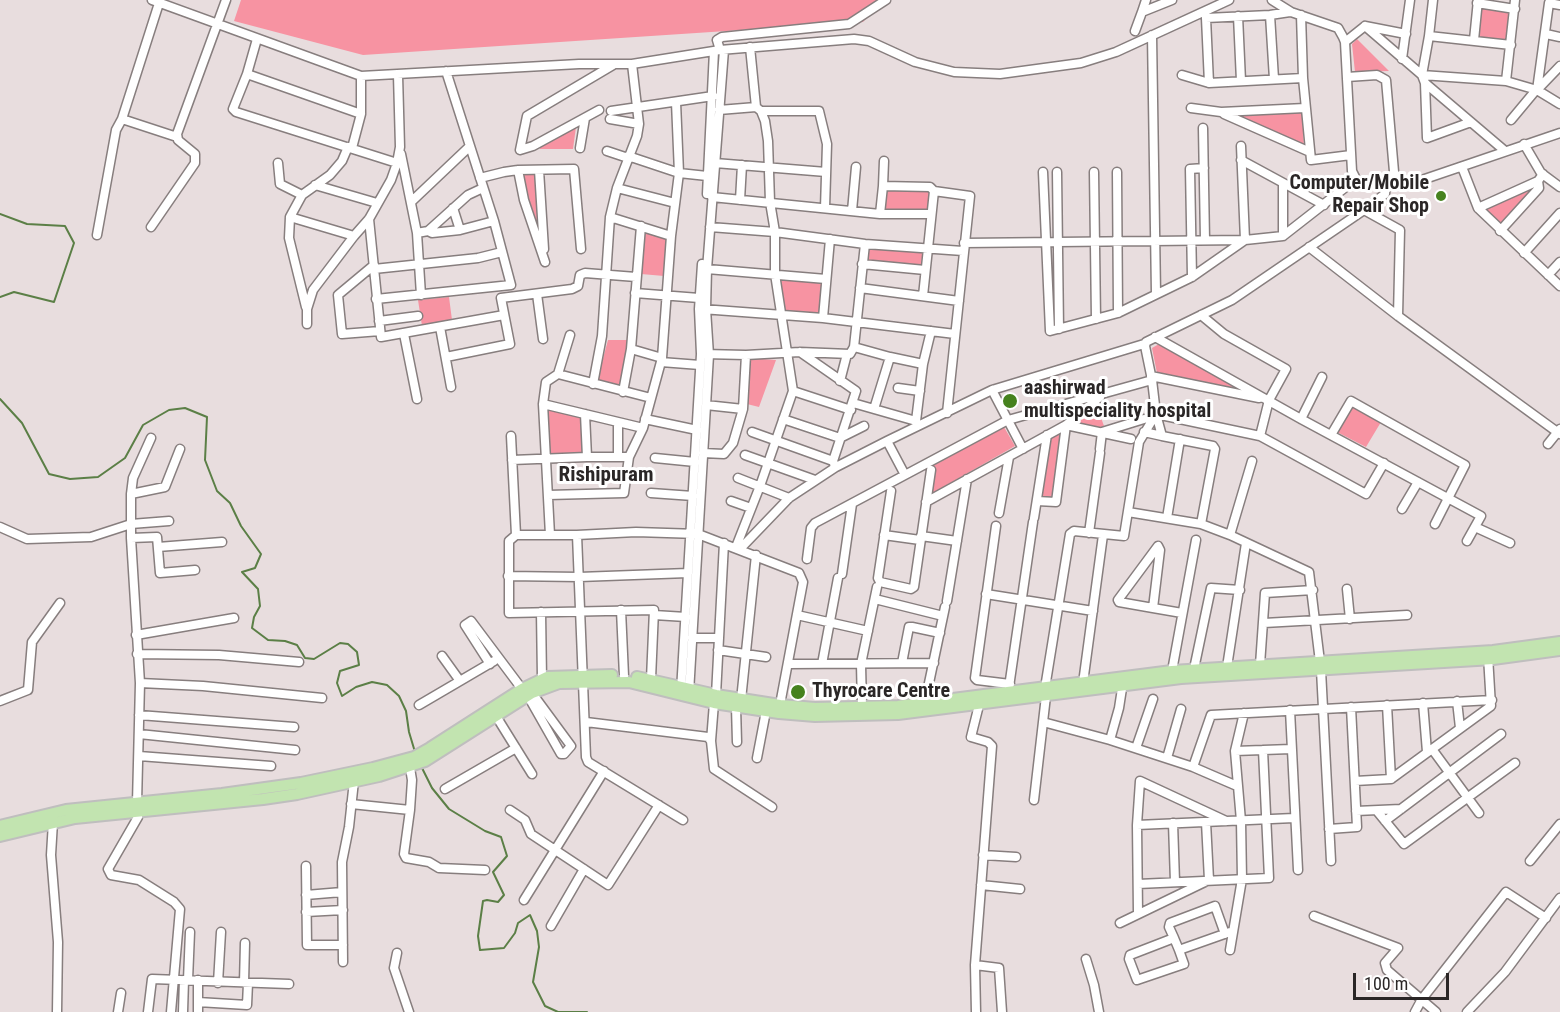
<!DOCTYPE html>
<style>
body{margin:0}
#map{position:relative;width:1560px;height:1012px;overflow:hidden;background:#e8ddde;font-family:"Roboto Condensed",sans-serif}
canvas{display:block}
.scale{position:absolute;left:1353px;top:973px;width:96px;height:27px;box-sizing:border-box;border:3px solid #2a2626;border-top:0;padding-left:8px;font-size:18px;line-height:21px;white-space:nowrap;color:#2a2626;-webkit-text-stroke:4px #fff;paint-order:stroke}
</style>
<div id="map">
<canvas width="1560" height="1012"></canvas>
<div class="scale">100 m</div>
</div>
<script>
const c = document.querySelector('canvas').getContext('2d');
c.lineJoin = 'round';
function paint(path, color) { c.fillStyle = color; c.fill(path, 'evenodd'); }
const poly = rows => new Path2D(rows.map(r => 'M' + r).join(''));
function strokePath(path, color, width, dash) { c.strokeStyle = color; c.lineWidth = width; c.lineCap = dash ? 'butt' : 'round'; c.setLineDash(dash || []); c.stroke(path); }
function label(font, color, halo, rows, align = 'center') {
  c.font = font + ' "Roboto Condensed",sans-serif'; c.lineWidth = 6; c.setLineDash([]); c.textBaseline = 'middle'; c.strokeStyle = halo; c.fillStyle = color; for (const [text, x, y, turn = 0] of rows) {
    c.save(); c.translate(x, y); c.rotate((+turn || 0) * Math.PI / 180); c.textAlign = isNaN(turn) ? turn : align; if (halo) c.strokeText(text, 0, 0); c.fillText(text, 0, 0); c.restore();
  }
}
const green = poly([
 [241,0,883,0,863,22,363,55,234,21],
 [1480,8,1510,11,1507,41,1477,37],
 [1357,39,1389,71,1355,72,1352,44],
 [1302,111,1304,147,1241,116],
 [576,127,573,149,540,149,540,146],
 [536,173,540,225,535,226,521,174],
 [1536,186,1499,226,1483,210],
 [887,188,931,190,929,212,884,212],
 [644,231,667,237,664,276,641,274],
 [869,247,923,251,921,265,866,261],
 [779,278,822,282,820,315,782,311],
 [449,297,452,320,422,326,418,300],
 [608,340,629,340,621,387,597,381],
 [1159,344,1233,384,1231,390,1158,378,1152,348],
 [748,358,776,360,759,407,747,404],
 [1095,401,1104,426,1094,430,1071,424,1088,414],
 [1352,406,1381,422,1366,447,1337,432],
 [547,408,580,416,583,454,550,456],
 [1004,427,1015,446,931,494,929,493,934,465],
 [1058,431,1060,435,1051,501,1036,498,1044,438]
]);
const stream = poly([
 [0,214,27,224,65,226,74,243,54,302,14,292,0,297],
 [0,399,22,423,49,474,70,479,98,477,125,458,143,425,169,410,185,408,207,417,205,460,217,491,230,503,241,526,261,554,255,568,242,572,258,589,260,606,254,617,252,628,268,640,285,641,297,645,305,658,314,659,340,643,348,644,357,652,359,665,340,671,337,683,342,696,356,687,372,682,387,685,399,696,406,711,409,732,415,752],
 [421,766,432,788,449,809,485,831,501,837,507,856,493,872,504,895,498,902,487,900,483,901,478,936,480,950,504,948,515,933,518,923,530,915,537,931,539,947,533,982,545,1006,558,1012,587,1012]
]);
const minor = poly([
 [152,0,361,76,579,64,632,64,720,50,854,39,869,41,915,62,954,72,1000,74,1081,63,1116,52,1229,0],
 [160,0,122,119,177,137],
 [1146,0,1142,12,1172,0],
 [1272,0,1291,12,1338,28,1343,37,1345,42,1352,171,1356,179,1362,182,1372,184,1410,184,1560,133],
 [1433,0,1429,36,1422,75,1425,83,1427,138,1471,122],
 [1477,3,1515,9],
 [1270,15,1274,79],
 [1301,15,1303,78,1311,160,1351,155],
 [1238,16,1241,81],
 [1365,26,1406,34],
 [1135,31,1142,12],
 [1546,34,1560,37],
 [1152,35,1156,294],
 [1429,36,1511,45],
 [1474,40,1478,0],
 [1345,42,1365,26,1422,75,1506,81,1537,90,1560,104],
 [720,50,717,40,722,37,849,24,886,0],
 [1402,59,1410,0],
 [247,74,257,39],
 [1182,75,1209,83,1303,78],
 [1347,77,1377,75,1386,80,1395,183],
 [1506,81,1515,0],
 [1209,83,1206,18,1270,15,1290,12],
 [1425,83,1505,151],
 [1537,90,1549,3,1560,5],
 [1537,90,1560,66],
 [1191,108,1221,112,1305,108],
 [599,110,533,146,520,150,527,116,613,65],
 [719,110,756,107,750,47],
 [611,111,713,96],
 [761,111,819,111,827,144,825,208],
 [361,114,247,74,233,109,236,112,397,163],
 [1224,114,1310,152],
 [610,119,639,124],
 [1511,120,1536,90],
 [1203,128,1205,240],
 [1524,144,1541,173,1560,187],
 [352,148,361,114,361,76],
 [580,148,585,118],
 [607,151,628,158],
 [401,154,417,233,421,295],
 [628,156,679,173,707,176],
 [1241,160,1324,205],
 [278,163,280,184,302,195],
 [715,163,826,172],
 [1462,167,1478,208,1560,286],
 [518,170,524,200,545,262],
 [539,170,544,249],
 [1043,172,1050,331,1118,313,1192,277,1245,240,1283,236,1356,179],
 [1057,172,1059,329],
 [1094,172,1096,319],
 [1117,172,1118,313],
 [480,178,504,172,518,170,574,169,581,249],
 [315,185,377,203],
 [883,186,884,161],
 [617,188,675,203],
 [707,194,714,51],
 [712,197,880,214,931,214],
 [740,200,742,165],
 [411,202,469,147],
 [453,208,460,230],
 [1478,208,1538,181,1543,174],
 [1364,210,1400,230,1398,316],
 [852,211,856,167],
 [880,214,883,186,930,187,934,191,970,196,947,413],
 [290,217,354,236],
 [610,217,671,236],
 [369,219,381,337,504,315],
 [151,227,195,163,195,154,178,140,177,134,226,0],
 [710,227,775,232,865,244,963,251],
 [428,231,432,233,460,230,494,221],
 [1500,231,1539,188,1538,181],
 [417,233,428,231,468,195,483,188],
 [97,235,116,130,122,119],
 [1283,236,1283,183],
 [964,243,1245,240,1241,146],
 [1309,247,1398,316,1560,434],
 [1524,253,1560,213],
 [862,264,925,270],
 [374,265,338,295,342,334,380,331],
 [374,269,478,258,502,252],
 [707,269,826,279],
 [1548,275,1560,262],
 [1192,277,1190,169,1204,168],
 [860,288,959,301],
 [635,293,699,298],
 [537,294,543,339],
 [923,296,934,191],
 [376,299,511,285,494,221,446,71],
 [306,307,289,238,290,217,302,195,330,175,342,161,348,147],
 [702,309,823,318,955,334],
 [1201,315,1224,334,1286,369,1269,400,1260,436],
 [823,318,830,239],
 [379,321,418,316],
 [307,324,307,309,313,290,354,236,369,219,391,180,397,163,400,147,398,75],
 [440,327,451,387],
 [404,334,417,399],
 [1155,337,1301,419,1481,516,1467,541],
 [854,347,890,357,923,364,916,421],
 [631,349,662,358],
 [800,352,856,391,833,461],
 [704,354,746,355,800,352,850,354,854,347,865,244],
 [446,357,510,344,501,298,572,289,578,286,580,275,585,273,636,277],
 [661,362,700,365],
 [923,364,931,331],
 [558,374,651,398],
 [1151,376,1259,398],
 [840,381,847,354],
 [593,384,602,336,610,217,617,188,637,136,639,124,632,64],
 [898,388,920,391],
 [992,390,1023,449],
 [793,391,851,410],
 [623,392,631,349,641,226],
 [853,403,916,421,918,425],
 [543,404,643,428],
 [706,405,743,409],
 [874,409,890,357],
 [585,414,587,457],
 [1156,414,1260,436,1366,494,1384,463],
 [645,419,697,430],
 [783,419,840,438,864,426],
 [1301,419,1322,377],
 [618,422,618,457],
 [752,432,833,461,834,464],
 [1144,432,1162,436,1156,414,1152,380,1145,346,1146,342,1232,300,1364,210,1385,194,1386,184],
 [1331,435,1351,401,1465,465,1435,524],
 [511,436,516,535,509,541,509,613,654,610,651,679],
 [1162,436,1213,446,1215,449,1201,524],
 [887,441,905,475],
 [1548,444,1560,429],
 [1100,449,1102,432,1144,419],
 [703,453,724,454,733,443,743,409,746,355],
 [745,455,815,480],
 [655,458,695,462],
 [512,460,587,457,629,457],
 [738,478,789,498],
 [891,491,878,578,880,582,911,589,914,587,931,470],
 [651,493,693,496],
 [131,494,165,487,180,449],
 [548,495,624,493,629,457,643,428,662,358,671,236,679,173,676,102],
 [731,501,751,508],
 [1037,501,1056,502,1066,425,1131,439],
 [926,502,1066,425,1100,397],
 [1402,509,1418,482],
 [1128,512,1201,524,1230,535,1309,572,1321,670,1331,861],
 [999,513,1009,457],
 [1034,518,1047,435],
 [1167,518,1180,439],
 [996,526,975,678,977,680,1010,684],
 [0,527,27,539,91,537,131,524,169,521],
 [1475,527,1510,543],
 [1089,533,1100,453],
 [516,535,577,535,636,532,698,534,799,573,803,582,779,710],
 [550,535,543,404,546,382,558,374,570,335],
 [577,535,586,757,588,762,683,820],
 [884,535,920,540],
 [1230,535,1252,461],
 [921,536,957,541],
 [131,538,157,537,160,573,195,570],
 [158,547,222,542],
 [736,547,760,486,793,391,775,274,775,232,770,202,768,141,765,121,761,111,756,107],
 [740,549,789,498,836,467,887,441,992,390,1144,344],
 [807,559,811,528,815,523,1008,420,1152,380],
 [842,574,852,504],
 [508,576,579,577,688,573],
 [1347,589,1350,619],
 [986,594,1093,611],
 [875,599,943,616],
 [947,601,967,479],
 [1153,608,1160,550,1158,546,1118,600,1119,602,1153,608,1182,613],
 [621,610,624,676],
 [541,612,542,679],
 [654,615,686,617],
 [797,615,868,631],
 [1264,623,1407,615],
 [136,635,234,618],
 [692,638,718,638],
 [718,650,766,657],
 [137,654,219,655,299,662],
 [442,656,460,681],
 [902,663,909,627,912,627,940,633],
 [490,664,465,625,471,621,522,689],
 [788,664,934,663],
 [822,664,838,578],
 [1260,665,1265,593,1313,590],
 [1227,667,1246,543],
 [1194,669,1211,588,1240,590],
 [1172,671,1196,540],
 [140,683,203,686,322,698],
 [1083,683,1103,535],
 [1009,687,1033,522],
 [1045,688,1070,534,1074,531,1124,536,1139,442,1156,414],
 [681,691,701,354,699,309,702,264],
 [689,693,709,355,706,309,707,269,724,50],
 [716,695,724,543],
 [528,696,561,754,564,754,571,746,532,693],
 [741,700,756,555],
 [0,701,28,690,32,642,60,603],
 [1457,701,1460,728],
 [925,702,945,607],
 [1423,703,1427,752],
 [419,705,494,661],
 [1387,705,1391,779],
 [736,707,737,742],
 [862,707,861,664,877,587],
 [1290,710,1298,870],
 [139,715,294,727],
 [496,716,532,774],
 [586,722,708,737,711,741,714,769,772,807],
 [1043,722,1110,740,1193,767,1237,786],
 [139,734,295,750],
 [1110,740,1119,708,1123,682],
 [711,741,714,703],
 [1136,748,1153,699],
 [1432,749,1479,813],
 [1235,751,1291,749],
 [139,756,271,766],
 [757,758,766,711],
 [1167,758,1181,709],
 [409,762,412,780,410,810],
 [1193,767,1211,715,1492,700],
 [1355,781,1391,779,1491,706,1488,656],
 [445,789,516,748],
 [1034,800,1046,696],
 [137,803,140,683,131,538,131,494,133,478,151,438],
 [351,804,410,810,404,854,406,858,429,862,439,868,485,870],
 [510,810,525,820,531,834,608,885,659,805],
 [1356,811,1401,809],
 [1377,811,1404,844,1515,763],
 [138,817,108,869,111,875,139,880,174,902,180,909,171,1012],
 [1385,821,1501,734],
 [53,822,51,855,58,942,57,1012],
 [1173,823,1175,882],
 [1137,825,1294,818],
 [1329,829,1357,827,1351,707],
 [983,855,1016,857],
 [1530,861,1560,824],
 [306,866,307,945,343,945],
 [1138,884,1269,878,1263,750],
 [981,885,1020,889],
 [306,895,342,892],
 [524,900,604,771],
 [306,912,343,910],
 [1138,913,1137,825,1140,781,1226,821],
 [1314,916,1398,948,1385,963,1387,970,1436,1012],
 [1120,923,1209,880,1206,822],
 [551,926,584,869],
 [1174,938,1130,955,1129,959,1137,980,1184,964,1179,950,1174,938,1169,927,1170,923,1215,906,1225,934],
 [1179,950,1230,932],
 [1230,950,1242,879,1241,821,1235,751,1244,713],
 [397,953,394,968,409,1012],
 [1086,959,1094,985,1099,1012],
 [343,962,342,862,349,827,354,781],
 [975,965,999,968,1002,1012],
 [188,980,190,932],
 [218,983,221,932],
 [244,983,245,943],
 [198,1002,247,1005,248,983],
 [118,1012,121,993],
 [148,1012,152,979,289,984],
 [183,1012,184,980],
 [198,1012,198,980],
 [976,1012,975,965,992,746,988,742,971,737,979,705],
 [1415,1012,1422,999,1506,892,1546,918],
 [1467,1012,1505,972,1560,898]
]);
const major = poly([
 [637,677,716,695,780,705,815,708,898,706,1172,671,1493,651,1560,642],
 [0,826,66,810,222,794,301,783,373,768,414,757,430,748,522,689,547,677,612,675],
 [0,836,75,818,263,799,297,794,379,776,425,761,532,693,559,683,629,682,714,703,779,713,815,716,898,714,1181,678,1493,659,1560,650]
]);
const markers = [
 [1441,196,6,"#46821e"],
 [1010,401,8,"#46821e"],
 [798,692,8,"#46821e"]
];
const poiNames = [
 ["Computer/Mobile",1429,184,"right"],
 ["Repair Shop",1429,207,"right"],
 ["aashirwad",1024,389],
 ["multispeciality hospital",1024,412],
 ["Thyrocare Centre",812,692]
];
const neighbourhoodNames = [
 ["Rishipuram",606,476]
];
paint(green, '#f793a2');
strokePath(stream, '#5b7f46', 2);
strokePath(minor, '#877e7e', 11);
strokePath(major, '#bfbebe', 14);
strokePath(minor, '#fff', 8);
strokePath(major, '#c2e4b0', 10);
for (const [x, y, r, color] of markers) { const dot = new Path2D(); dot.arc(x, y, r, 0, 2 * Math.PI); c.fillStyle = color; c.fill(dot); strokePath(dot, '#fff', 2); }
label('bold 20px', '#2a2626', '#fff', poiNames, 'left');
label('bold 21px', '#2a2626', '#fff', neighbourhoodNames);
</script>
-- -- --
• YOUR OBJECTIVE:
What is the number of lines above that hold the string "scale"? Answer with that number alone.

• WRITTEN RESPONSE:
2